CEO Mark Zuckerberg wrote in a post shortly after the moves were announced: “These steps by themselves won’t stop all people trying to game the system. But they will make it a lot harder for anyone to do what the Russians did during the 2016 election and use fake accounts and pages to run ads.” He also threw his company’s support behind the Honest Ads Act, a US Senate bill: “Election interference is a problem that’s bigger than any one platform ... This will help raise the bar for all political advertising online.”
The measures build on a plan, announced last October, to require American political advertisers to undergo an authentication process and reveal their affiliation alongside their adverts.
Now, the company says, that process will be rolled out worldwide – and also extended from covering solely political ads to the fuzzier category of “issue” advertising.
“Today’s updates are designed to prevent future abuse in elections,” the Facebook executives Rob Goldman and Alex Himel said in a blogpost, “and to help ensure you have the information that you need to assess political and issue ads, as well as content on pages”.

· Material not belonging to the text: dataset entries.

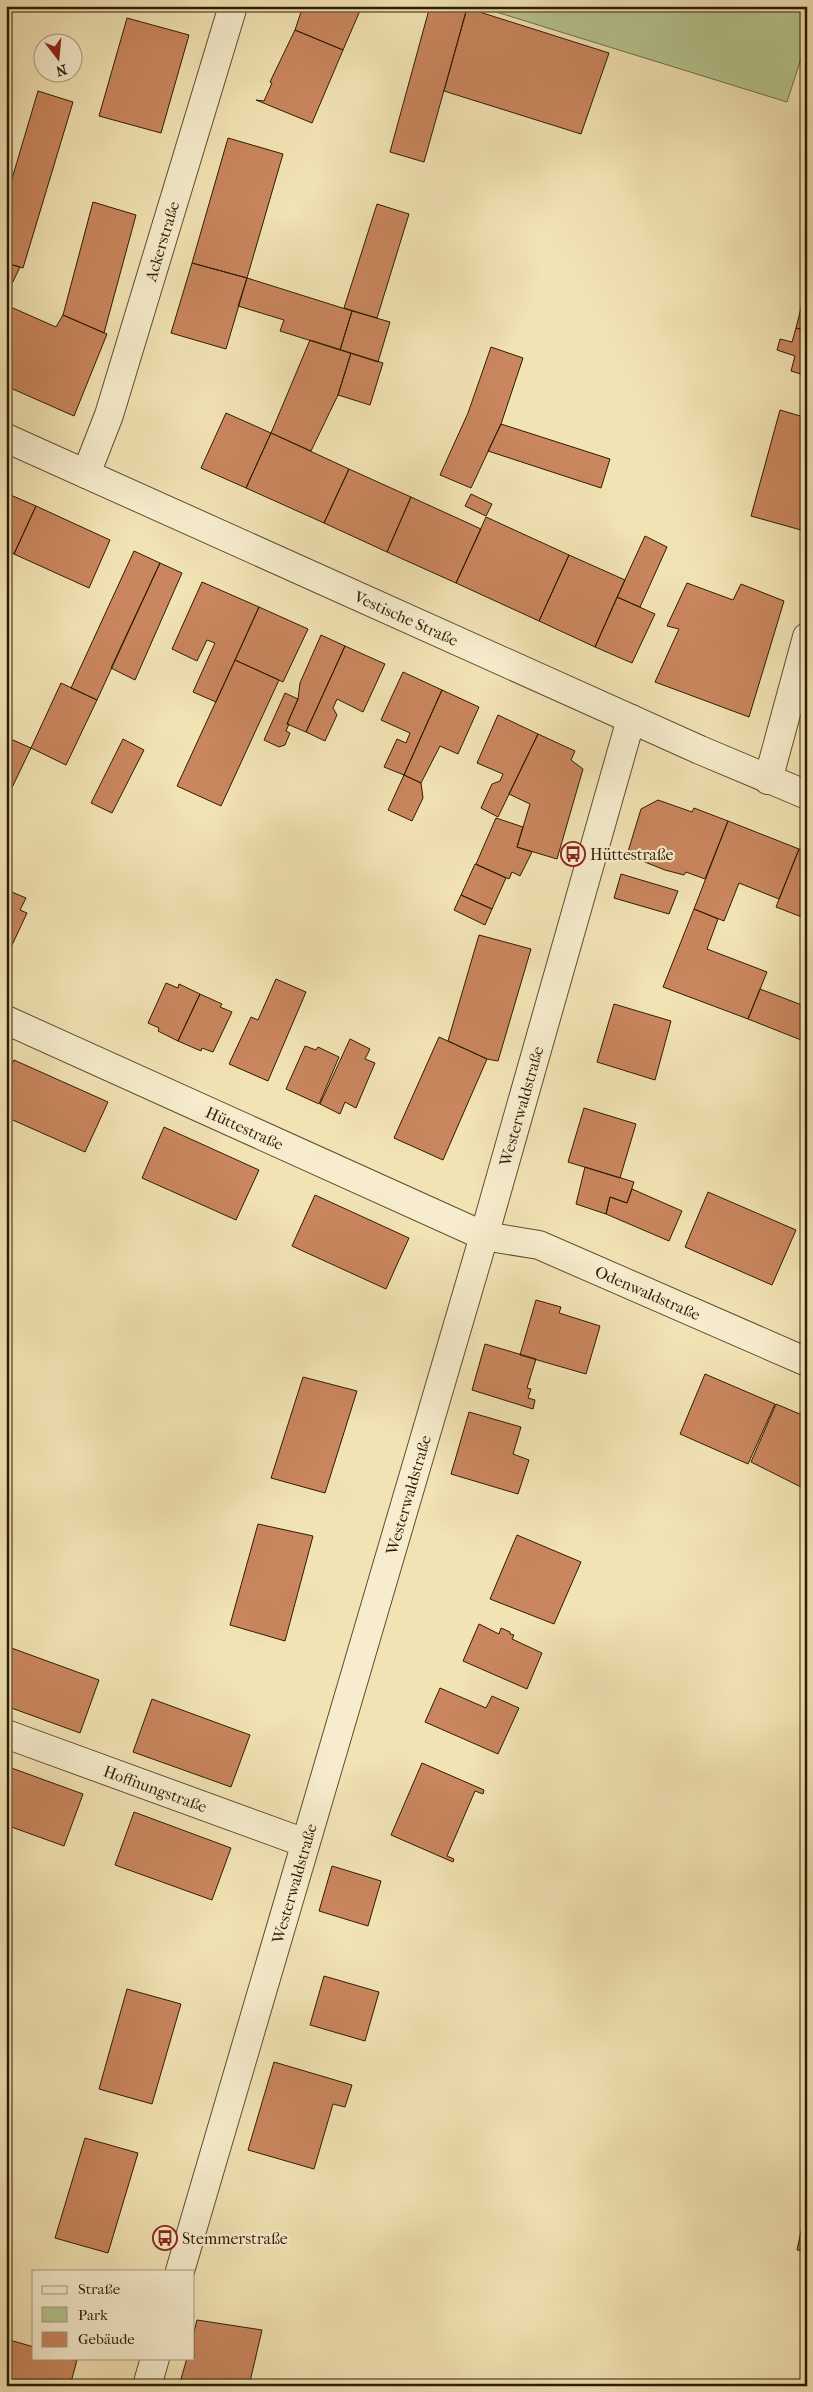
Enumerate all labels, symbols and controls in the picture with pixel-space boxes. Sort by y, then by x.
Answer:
north arrow [32,32,82,82]
text: N [54,60,69,80]
street label: Ackerstraße [140,199,183,284]
street label: Vestische Straße [351,586,461,650]
bus stop icon: Hüttestraße [560,841,586,867]
place label: Hüttestraße [590,845,673,864]
street label: Westerwaldstraße [495,1044,547,1169]
street label: Hüttestraße [203,1102,287,1154]
street label: Odenwaldstraße [592,1261,703,1324]
street label: Westerwaldstraße [381,1433,435,1558]
street label: Hoffnungstraße [101,1761,210,1816]
street label: Westerwaldstraße [267,1821,320,1946]
bus stop icon: Stemmerstraße [152,2225,178,2251]
place label: Stemmerstraße [182,2229,288,2248]
legend [32,2270,195,2360]
text: Straße [78,2280,121,2298]
text: Park [78,2306,108,2324]
text: Gebäude [78,2330,135,2348]

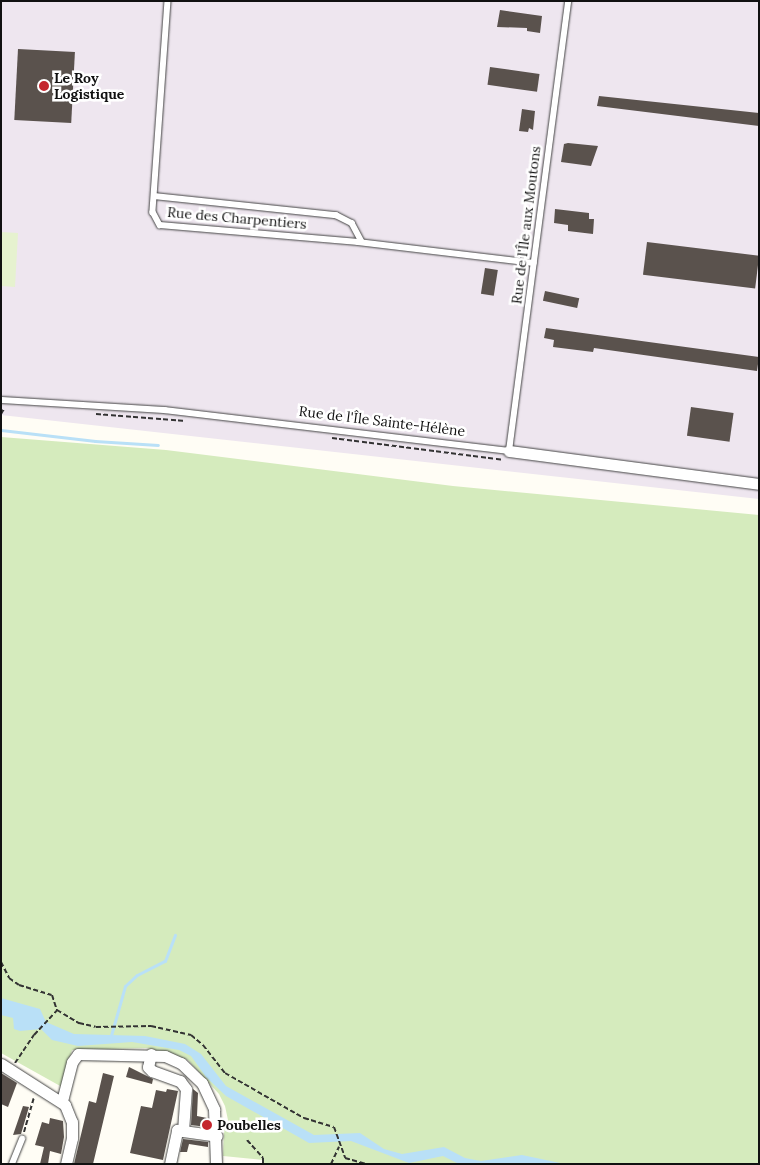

All the vetted ads “will be clearly labelled in the top left-hand corner as ‘Political Ad’”, Goldman and Himel said. “Next to it we will show ‘paid for by’ information,” to let users know the source of the message.
Facebook added: “We are working with third parties to develop a list of key issues, which we will refine over time. To get authorised by Facebook, advertisers will need to confirm their identity and location. Advertisers will be prohibited from running political ads – electoral or issue-based – until they are authorised.”
The change will help tackle concerns such as those raised around the Irish abortion referendum, in which there has been widespread Facebook advertising from groups with little transparency around their funding, motive or even location.
It also more directly addresses the misinformation tactics of the Russian “troll farm”, the Internet Research Agency, which was disclosed last year to have bought a number of Facebook adverts in an attempt to sway the US election.
However, many of those adverts carried little political content, instead primarily aiming to inflame the debate by, for instance, linking the Black Lives Matter group to police murders, or promoting counter-protests against the Westboro Baptist church.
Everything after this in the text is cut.